* [EXTRACTED ENTRIES]

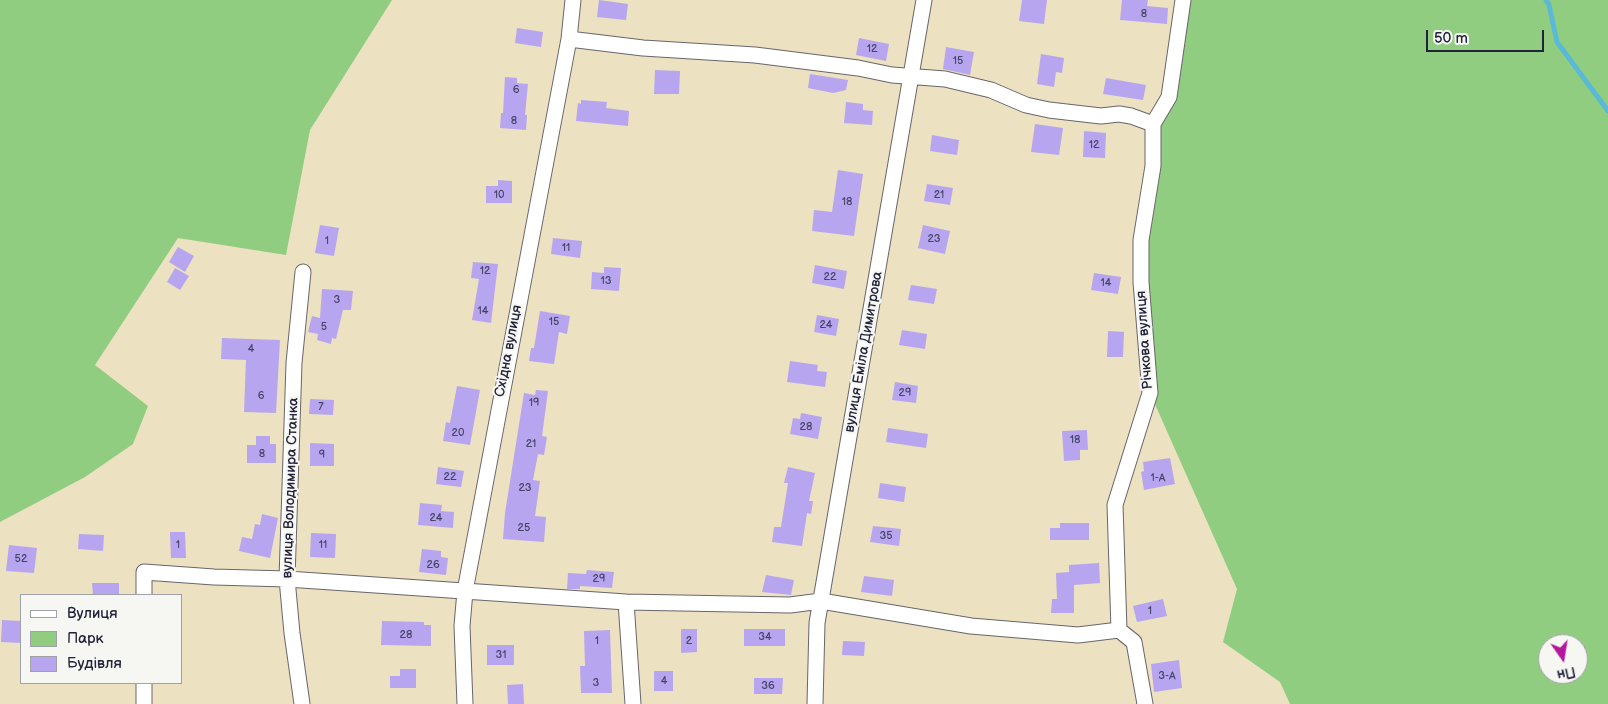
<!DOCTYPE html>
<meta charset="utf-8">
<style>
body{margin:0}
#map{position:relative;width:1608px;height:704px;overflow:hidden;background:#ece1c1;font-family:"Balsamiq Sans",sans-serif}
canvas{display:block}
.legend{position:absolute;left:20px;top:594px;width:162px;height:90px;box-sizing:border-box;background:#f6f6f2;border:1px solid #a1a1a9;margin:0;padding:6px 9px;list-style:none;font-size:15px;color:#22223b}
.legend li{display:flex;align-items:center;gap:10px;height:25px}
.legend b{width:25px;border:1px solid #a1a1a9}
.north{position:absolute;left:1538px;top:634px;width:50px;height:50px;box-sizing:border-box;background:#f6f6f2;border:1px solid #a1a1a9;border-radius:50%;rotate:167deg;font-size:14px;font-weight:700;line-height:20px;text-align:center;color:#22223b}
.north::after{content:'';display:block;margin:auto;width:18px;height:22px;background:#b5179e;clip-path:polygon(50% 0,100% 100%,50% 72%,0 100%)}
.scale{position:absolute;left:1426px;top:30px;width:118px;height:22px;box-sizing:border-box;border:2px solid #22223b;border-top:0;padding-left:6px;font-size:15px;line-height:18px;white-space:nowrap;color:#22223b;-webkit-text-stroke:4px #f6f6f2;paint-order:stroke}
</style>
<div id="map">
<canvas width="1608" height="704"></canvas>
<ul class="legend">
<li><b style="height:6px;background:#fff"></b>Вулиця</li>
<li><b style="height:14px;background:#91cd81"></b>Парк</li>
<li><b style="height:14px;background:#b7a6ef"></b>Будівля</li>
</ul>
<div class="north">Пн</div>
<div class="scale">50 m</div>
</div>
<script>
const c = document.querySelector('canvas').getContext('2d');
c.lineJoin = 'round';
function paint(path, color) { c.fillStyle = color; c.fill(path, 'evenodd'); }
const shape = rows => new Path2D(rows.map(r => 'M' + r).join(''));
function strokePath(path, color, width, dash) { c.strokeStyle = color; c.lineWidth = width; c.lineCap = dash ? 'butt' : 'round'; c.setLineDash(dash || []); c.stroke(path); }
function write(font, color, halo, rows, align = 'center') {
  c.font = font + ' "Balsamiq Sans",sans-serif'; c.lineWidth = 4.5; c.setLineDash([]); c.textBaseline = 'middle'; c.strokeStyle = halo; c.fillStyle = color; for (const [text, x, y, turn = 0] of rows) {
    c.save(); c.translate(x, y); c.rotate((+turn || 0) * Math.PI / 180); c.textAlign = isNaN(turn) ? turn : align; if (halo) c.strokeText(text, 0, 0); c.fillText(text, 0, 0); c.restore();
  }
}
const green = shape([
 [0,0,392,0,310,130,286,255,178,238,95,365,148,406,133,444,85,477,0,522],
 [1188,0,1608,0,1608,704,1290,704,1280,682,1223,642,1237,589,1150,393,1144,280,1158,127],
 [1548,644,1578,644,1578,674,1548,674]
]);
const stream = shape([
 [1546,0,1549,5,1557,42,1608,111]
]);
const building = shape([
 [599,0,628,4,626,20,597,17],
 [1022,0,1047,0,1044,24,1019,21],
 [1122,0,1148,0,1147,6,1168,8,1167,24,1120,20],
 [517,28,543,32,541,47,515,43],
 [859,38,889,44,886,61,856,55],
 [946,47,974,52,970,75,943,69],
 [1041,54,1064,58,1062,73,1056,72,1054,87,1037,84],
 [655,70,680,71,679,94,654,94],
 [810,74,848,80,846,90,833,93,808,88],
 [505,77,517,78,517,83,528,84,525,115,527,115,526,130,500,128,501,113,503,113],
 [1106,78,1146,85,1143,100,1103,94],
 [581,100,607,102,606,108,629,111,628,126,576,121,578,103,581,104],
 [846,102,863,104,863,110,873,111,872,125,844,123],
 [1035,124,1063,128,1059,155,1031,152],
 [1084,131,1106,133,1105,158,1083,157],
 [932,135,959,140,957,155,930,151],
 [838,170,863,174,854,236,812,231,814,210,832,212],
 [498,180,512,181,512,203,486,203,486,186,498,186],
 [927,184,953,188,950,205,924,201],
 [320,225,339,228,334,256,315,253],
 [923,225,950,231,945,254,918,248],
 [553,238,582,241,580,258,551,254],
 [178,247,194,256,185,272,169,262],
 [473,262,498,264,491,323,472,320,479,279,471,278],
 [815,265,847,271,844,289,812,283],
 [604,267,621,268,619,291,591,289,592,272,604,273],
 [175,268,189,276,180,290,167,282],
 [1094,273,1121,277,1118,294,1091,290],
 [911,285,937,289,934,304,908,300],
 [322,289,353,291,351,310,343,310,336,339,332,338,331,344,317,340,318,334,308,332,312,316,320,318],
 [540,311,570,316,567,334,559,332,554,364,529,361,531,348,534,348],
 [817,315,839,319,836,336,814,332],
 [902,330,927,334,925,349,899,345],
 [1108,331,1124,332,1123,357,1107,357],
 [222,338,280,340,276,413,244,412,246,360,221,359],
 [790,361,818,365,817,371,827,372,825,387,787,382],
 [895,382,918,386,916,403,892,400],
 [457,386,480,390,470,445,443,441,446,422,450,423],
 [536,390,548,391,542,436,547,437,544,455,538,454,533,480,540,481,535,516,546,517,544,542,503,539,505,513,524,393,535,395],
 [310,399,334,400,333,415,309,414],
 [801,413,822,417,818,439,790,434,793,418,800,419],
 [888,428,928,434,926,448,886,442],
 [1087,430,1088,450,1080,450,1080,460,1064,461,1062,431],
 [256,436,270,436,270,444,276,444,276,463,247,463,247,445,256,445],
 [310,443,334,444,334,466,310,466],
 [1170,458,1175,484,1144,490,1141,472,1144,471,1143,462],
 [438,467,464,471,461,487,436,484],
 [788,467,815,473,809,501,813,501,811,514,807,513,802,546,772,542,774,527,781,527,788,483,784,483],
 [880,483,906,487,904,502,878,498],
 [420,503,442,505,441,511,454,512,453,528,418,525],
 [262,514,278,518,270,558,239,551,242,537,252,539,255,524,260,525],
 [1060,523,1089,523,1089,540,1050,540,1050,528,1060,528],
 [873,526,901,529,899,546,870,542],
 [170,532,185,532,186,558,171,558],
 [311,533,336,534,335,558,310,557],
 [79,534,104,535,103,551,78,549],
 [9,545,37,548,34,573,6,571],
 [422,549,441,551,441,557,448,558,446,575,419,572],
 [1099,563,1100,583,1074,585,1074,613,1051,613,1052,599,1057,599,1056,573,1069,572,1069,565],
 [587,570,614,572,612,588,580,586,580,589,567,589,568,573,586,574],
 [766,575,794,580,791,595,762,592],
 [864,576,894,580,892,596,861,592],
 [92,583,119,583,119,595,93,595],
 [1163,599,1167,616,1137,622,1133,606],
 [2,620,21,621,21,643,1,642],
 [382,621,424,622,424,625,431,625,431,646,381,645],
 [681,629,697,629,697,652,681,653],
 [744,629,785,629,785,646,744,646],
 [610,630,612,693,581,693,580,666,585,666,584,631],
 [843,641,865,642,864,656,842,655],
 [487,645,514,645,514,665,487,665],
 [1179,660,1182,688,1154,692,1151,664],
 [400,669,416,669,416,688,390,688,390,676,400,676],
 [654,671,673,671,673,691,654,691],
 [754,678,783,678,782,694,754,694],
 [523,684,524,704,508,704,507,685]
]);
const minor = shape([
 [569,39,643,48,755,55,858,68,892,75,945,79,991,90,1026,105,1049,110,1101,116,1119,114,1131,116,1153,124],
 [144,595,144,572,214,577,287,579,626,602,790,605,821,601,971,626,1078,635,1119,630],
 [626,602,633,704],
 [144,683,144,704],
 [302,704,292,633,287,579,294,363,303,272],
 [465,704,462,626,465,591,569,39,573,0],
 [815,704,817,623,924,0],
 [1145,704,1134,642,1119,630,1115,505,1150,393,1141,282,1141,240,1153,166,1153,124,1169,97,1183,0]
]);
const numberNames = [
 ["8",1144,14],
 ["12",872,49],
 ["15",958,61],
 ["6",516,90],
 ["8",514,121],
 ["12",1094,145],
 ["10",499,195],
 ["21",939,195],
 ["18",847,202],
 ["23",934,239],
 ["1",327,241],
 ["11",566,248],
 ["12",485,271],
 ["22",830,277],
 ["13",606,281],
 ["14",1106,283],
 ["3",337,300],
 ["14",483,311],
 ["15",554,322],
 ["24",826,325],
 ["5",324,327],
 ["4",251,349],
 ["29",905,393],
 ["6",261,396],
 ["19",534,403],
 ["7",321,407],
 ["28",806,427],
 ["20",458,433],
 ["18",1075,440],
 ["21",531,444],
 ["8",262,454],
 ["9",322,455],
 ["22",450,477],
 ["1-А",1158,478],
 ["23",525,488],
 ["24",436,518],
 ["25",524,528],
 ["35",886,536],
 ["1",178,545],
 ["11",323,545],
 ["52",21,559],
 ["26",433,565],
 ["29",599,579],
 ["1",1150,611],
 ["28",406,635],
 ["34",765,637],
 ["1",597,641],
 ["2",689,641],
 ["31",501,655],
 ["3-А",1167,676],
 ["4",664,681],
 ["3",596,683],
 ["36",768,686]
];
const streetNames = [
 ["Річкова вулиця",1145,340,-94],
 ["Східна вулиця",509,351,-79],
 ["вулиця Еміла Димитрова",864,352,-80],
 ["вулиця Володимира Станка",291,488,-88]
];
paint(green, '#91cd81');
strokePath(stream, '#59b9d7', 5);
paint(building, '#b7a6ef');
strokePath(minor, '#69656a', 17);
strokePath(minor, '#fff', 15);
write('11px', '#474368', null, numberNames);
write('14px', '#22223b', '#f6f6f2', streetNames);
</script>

* [HOW TO COMPLETE THIS TASK] Go through the records and report each line that contains "rows".

* [ANSWER SPACE]
const shape = rows => new Path2D(rows.map(r => 'M' + r).join(''));
function write(font, color, halo, rows, align = 'center') {
  c.font = font + ' "Balsamiq Sans",sans-serif'; c.lineWidth = 4.5; c.setLineDash([]); c.textBaseline = 'middle'; c.strokeStyle = halo; c.fillStyle = color; for (const [text, x, y, turn = 0] of rows) {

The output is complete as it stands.